At any rate, after six years of devastation, our country was free to rebuild burned and looted homes, to clear fields of barbed wire, and to fill in the trenches. The Riga Peace Treaty included a clause that any resident of Russia who considered himself a Latvian was now free to return to his or her newly independent country. Thousands returned, many with Russian spouses and Russian-born children. Several Latvian military regiments returned also, unless they had joined the Red Army. My two brothers Osvalds and Janis took part in this return to the homeland. They found jobs in agriculture.
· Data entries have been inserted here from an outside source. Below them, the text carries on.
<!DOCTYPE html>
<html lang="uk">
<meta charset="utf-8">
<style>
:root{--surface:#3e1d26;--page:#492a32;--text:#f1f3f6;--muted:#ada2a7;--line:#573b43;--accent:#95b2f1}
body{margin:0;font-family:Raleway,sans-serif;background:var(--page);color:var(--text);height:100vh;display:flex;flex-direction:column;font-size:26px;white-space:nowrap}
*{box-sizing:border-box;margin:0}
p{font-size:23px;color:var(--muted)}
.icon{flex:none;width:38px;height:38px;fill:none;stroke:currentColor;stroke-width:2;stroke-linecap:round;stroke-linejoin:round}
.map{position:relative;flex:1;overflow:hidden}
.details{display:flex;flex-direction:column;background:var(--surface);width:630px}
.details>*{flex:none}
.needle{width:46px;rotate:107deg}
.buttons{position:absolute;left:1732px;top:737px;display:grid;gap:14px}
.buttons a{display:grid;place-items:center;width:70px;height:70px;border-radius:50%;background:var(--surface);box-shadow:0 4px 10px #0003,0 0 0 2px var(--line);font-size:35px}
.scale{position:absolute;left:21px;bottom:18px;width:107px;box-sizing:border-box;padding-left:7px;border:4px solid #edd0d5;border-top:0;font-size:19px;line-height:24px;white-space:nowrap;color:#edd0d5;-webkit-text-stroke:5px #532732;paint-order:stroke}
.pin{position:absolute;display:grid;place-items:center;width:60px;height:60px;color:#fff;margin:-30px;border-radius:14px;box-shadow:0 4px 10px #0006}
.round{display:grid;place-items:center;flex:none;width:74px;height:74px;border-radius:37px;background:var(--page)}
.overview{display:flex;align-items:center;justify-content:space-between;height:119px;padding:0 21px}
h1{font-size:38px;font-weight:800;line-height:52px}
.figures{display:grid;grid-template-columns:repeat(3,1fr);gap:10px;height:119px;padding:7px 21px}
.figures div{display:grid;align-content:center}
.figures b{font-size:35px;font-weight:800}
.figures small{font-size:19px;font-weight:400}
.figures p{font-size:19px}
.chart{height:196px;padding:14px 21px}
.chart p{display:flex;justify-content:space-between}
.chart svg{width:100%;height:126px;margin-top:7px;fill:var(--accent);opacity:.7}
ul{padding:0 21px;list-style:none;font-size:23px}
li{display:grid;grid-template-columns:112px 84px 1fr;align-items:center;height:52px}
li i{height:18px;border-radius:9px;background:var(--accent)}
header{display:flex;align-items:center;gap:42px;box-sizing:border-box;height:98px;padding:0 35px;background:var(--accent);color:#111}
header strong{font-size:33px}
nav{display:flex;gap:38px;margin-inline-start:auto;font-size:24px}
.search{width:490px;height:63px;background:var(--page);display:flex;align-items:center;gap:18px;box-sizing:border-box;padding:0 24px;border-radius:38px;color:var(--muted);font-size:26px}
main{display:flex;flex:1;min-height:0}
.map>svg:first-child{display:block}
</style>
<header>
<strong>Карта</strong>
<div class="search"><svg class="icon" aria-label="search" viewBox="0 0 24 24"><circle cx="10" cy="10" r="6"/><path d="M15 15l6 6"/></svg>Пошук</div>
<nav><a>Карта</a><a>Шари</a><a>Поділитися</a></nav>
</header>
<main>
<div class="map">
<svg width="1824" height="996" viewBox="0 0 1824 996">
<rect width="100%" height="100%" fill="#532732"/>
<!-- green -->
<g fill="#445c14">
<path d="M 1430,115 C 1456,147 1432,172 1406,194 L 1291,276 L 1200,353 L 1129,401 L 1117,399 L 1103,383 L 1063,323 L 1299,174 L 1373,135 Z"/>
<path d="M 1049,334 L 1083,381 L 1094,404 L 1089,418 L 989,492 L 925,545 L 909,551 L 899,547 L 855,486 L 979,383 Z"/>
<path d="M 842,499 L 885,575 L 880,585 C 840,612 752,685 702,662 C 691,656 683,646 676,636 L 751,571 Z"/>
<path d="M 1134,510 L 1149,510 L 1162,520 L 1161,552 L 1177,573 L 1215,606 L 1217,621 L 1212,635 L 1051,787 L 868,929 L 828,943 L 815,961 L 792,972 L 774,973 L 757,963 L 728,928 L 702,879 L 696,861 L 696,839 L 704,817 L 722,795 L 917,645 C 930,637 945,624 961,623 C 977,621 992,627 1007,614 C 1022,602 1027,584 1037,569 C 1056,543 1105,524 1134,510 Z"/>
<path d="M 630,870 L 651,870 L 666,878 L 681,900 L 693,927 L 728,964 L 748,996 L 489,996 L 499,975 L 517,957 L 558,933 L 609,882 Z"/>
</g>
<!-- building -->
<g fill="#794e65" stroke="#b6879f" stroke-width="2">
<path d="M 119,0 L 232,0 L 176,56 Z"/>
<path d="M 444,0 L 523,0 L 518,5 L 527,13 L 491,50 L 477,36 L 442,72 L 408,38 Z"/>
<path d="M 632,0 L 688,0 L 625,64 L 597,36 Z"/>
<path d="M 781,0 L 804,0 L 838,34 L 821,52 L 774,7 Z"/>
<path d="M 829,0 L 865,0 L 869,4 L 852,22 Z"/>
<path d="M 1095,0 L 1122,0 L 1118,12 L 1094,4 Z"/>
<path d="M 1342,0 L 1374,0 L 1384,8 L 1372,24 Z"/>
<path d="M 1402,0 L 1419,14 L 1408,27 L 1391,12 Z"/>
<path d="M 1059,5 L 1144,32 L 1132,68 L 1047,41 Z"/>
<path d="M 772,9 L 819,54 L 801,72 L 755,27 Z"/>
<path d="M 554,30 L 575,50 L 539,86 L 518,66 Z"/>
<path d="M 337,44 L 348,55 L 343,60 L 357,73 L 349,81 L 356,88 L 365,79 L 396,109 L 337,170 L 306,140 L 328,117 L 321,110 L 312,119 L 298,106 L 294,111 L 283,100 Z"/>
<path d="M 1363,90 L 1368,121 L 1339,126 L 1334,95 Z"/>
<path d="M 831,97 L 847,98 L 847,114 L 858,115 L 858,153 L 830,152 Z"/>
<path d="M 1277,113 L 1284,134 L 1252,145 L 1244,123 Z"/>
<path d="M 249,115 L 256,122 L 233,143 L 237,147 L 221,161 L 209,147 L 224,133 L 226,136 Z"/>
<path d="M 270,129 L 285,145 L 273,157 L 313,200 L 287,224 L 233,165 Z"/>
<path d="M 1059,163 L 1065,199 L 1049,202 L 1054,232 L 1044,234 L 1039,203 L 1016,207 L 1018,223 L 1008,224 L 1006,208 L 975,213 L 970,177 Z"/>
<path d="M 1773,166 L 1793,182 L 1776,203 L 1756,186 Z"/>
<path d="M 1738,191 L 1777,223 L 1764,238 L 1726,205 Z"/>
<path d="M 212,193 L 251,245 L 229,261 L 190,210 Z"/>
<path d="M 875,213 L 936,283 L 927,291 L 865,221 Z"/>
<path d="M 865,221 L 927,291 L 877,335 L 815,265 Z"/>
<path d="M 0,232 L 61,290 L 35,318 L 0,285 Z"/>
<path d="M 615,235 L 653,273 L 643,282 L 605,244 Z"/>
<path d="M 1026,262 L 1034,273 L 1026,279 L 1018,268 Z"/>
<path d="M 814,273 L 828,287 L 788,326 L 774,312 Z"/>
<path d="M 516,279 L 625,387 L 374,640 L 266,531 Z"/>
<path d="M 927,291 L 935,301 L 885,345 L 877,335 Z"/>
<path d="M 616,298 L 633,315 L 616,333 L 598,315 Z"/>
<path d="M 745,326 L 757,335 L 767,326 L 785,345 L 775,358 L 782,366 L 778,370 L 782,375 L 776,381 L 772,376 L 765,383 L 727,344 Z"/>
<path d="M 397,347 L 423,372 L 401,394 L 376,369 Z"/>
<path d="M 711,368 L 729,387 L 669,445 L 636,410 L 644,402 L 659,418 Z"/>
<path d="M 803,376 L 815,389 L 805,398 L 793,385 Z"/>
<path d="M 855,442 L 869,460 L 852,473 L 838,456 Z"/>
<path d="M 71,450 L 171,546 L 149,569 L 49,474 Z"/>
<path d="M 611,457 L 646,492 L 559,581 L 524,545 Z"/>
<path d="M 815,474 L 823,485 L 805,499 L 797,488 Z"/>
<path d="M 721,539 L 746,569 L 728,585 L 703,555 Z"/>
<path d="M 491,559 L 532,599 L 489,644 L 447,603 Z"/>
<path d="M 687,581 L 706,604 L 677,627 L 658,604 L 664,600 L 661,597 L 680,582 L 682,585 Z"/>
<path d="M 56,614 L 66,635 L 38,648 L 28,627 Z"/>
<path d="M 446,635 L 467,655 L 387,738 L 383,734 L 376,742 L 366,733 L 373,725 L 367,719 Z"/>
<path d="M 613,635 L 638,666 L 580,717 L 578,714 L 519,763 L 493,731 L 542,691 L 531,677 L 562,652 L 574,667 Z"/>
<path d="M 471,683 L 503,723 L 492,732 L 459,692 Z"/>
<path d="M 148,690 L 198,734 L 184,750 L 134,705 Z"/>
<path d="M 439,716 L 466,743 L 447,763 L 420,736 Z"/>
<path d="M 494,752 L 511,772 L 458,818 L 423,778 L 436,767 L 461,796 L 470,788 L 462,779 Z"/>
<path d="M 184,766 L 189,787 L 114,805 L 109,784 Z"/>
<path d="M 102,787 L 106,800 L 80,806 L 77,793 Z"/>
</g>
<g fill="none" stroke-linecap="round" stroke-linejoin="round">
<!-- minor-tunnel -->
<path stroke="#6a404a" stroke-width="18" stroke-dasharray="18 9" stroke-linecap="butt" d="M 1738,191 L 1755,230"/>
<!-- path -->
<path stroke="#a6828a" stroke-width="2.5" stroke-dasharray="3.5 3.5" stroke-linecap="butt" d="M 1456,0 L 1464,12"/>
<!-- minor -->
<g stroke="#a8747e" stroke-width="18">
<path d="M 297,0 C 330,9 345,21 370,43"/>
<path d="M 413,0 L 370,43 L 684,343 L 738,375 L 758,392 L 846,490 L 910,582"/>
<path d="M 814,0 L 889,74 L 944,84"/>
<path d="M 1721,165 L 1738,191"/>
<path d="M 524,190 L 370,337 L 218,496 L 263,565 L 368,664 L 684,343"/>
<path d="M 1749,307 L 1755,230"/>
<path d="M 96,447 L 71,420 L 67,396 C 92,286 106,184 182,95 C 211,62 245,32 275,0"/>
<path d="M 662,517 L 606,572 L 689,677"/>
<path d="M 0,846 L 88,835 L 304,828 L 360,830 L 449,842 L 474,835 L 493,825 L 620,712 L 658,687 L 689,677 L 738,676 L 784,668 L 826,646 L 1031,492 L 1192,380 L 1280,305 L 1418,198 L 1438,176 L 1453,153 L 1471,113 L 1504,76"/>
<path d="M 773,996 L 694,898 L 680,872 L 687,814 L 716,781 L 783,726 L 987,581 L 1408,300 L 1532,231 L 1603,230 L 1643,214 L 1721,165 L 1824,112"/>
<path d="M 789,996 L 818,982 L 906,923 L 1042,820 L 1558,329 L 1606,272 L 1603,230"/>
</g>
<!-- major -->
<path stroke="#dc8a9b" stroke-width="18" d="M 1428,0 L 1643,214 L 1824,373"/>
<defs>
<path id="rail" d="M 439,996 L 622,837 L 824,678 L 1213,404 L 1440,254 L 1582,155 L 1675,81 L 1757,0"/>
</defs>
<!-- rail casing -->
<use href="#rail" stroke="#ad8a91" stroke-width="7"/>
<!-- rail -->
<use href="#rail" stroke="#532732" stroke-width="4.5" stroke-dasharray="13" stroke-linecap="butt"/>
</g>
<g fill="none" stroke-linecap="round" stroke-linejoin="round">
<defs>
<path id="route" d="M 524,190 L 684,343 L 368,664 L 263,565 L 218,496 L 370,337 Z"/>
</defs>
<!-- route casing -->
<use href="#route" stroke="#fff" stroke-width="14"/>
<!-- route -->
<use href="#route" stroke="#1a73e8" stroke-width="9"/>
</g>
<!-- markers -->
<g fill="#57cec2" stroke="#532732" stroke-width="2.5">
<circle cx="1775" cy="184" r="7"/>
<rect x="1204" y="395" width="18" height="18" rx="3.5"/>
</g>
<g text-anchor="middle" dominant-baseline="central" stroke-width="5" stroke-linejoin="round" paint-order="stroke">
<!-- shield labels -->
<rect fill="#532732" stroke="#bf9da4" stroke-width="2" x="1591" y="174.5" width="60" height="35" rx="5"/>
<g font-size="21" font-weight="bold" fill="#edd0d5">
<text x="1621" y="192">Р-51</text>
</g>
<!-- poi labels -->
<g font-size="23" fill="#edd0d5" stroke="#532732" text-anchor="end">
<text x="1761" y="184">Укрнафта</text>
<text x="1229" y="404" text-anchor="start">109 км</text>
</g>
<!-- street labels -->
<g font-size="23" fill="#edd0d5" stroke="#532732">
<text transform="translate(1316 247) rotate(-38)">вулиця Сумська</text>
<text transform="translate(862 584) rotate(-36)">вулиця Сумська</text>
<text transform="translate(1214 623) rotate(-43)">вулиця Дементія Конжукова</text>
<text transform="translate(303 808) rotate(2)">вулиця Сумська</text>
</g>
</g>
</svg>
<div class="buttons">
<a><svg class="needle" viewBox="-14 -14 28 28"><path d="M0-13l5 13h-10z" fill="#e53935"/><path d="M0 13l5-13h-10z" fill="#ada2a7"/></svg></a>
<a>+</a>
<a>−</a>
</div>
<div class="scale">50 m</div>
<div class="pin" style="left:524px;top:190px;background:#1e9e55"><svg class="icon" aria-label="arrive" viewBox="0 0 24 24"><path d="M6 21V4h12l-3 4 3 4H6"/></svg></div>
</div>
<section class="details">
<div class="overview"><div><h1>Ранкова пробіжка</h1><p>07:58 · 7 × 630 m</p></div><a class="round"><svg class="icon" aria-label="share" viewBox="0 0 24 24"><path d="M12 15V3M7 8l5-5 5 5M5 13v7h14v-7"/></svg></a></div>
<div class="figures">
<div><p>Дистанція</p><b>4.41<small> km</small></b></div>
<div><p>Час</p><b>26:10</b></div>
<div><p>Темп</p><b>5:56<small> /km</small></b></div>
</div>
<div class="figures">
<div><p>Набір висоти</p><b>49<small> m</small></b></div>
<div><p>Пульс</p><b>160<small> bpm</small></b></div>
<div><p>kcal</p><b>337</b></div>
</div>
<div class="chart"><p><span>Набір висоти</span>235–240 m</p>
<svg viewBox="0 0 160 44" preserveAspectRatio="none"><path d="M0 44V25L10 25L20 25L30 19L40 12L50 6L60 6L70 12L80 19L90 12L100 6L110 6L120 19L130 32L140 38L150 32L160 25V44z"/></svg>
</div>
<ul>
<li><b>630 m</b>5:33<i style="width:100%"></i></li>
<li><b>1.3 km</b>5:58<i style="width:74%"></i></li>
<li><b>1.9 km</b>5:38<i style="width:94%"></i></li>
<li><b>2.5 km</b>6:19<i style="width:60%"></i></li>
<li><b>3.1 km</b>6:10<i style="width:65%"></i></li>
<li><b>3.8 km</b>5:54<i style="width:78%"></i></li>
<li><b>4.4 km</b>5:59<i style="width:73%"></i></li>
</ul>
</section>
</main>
Janis came back a married man. As a dapper officer in the imperial army, he must have made quite an impression on the ladies. While in Russia, he fell in love and married a wealthy Russian woman. However, history turned against them when the Bolsheviks took power in 1917. Her family’s property was confiscated by the new regime, and she accompanied Janis as his impoverished wife when he returned to Latvia in 1920. Not knowing a word of the language, in a strange country, among farmers rather than landed gentry, she became terribly unhappy. She was a tiny, delicate woman, but one day she stalked out the front door and set out to walk back to Russia. It was a mad idea. The border was 200 kilometers away, and even the fifteen-kilometer (nine-mile) walk to the rail station might have been too much for her. Even if she had managed to walk the distance and boarded a train, she had no papers and could never have crossed the border, which was no longer open. Janis harnessed the horses and brought back his unhappy wife.


Knowing that his military service made him a marked man, Janis did his best to escape attention. Initially he worked as assistant manager of a dairy processing plant, making butter and cheese, a job far below his intelligence and education. Fortunately for his wife, Janis did not do menial work for long. He found a position as administrator and instructor in economics at the local high school, a job which he did for several years. Eventually he became manager of the large estate where the high school held classes. The grounds were expansive and beautiful, a good place to live. In time, Janis’ wife settled down and bore him three sons.


But Hell did not forget his crime of serving the Tsar. It would claim its pound of flesh nineteen years later, upon Latvia’s invasion by the Communists in 1939. Janis, his wife, and their sons were deported to the Gulags of Siberia. The only survivor from that family was the youngest son, Edgars. He eventually came back to Latvia alone and settled down in Ogre, a city on the shores of the Daugava River.